Baltimore's social services staff has 325 vacancies - about 11 percent of the total 2,925 positions.

"It's worst not knowing what's going to happen on a personal level. I think that's most stressful," spokeswoman Sue Fitzsimmons said. "Morale is what you expect it to be. It's been difficult."

Also potentially on the chopping block is money for office cleaning, supplies and security, Fitzsimmons said.

Marshall said 75 percent of the Howard County office's budget for overtime, travel and supplies has been slashed.

"When you cut any deeper, you get into human capital. There's nowhere else to cut," he said.

Baltimore County has 61 vacancies, or about 11 percent of the staff. "I'm not sure we can endure much from people who leave or retire," Robinson said.

Jerome M. Reyerson, Harford County's social services director, said he has an 11.5 percent vacancy rate.

It "looks kind of bleak at this point," he said.

Others are less affected.

"We're very lucky," said Sam Andalora, assistant director of social services in Carroll County. Of his office's 121 total jobs, two vacant jobs have been eliminated, leaving one opening. Carroll lost one social worker, a parent aide and a clerical job. "Our morale here is good. People are not leaving," he said.

With a new governor about to take office and facing a much larger projected revenue shortfall that Glendening's $7.8 million cut would address, the future is unclear, DHR Secretary Johnson said.

Some caseloads up

But while staffs are frozen, state DHR charts show welfare caseloads are rising in Anne Arundel, Cecil, Harford, Howard and Frederick counties, and in some places on the Eastern Shore.

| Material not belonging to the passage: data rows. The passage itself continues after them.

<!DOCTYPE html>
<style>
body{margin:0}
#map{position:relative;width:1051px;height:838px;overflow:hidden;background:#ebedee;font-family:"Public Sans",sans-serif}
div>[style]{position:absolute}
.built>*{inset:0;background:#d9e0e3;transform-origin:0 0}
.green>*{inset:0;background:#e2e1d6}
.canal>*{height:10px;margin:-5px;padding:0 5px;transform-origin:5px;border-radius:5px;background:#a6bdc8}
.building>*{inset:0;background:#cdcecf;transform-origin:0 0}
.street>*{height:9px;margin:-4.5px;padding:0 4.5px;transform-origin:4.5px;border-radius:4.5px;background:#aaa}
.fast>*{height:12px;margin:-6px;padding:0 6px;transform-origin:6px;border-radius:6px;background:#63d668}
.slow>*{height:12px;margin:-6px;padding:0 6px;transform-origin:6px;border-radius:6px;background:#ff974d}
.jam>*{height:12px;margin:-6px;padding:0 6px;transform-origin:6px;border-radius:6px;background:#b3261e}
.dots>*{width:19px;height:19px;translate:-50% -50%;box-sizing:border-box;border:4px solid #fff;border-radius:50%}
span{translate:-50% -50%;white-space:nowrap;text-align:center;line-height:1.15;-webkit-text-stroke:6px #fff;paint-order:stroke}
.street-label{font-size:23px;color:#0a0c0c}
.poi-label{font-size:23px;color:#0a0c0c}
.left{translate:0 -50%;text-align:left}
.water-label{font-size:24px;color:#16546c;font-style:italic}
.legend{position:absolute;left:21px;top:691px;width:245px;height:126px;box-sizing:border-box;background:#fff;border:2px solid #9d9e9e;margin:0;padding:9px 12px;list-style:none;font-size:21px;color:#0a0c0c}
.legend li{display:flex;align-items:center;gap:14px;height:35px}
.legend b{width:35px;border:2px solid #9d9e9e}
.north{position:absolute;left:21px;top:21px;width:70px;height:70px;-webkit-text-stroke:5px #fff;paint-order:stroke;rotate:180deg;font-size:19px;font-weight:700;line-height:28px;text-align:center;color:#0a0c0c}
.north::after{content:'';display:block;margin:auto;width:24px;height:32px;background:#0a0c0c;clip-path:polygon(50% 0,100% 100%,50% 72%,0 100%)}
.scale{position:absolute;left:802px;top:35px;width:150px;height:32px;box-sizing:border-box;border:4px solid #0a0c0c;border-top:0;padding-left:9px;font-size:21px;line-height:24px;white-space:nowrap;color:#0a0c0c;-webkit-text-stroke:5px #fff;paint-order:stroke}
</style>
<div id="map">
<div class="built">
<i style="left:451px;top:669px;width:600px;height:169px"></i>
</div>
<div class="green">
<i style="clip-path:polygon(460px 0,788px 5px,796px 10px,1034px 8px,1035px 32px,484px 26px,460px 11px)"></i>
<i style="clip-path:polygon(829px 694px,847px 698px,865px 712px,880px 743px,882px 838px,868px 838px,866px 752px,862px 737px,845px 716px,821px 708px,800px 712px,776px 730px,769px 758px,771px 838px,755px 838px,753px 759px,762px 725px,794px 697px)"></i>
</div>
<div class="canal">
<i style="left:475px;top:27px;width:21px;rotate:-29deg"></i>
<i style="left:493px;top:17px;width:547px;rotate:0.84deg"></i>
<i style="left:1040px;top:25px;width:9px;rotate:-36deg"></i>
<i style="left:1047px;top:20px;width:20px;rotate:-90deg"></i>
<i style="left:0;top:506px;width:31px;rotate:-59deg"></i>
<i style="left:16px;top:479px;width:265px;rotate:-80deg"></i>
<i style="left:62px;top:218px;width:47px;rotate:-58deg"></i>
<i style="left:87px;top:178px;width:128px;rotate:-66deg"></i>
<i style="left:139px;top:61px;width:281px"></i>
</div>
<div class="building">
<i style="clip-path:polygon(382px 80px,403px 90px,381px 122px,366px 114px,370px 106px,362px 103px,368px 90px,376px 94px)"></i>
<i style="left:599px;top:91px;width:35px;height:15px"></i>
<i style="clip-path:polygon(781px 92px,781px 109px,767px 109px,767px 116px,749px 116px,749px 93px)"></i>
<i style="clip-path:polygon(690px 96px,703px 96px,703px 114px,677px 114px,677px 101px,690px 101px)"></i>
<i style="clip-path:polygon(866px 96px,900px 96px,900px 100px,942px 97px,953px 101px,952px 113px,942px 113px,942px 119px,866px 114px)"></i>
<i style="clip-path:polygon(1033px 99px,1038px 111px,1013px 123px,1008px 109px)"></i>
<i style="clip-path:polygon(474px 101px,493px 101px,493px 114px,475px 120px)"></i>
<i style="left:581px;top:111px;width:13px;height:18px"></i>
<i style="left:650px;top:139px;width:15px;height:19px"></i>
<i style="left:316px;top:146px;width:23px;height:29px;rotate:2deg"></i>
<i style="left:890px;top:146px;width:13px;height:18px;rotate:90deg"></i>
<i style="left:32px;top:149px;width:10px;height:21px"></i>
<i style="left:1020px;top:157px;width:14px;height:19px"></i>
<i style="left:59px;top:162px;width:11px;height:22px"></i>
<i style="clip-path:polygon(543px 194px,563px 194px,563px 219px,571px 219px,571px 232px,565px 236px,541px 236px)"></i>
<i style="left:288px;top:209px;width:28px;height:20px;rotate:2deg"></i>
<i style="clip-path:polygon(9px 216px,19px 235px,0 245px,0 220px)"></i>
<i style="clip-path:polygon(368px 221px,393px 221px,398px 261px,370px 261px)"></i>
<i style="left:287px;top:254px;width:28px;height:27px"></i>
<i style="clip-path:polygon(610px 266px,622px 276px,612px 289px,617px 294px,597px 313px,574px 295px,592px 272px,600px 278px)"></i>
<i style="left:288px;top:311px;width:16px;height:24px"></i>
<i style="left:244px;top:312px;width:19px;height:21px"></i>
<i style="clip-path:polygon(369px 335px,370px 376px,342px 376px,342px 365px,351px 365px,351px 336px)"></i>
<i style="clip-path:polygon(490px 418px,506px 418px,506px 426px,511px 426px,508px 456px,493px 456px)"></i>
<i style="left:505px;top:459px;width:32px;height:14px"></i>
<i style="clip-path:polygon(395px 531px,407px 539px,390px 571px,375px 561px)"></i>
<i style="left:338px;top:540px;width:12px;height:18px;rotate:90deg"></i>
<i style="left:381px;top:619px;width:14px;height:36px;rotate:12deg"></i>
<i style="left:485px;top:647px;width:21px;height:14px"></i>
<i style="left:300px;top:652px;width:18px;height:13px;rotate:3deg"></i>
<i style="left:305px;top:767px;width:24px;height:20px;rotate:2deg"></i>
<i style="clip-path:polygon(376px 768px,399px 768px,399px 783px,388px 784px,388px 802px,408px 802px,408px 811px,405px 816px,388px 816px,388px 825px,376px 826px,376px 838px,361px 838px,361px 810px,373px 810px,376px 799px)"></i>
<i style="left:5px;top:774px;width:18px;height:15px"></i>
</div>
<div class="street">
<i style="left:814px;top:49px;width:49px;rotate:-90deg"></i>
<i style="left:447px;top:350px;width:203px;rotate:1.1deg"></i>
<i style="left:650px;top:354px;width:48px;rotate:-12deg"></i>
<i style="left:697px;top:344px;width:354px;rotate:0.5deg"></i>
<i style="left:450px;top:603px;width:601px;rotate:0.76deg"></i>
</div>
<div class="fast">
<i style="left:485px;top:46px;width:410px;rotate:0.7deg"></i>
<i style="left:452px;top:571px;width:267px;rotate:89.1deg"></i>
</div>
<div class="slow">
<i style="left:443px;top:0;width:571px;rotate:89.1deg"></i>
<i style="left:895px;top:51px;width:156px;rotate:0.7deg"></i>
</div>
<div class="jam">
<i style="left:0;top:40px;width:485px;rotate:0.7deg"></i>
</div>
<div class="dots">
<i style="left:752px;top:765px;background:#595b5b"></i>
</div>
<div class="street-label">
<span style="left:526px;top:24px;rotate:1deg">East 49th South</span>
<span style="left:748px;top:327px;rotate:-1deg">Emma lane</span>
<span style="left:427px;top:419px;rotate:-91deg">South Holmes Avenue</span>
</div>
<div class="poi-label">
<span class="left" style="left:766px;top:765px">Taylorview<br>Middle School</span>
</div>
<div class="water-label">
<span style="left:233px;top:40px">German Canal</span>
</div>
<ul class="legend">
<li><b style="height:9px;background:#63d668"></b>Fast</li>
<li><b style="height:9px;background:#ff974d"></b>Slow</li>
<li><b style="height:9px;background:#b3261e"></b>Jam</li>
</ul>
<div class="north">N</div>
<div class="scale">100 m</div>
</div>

Rich Larson, policy and research director for the state, said the overall direction is still down statewide. The increases seen in some counties are likely because of seasonal layoffs.

"Essentially it's flat," Larson said about the forecast for caseload trends the next few years. "There's no real pattern going on.

Kathi Heslin, Howard's assistant director for family investment, said she's sifting through the past two months of welfare applications to see why the numbers of cases are rising there after seven years of sharp declines.

Howard's welfare cases rose 54 percent from January 2000 to October this year, and Harford's is up 69 percent during that period. But both are less than half their 1995 totals.

"We're still putting a lot of people into jobs," Heslin said.

Statewide, welfare roles have dropped 68 percent - and wealthy Howard County's dropped 79 percent - since 1995, when the federal welfare reform law took effect.

None of that long-term decline is helping much right now, though.

"What we're hearing is that the stress and tension is mostly on the child welfare side," said David McNear, a budget advocate for the Advocates for Children and Youth.

"We worked really hard on getting a bill through [the General Assembly] for adequate caseloads," he said, bemoaning the state's failure to fulfill goals set in 1998.

On the emotional frontlines, even supervisors are feeling the pressure.

"I am really in overload, stretched in different directions," Anne Wright, Howard's child support supervisor, told the county board.

Sun staff writer Greg Garland contributed to this article.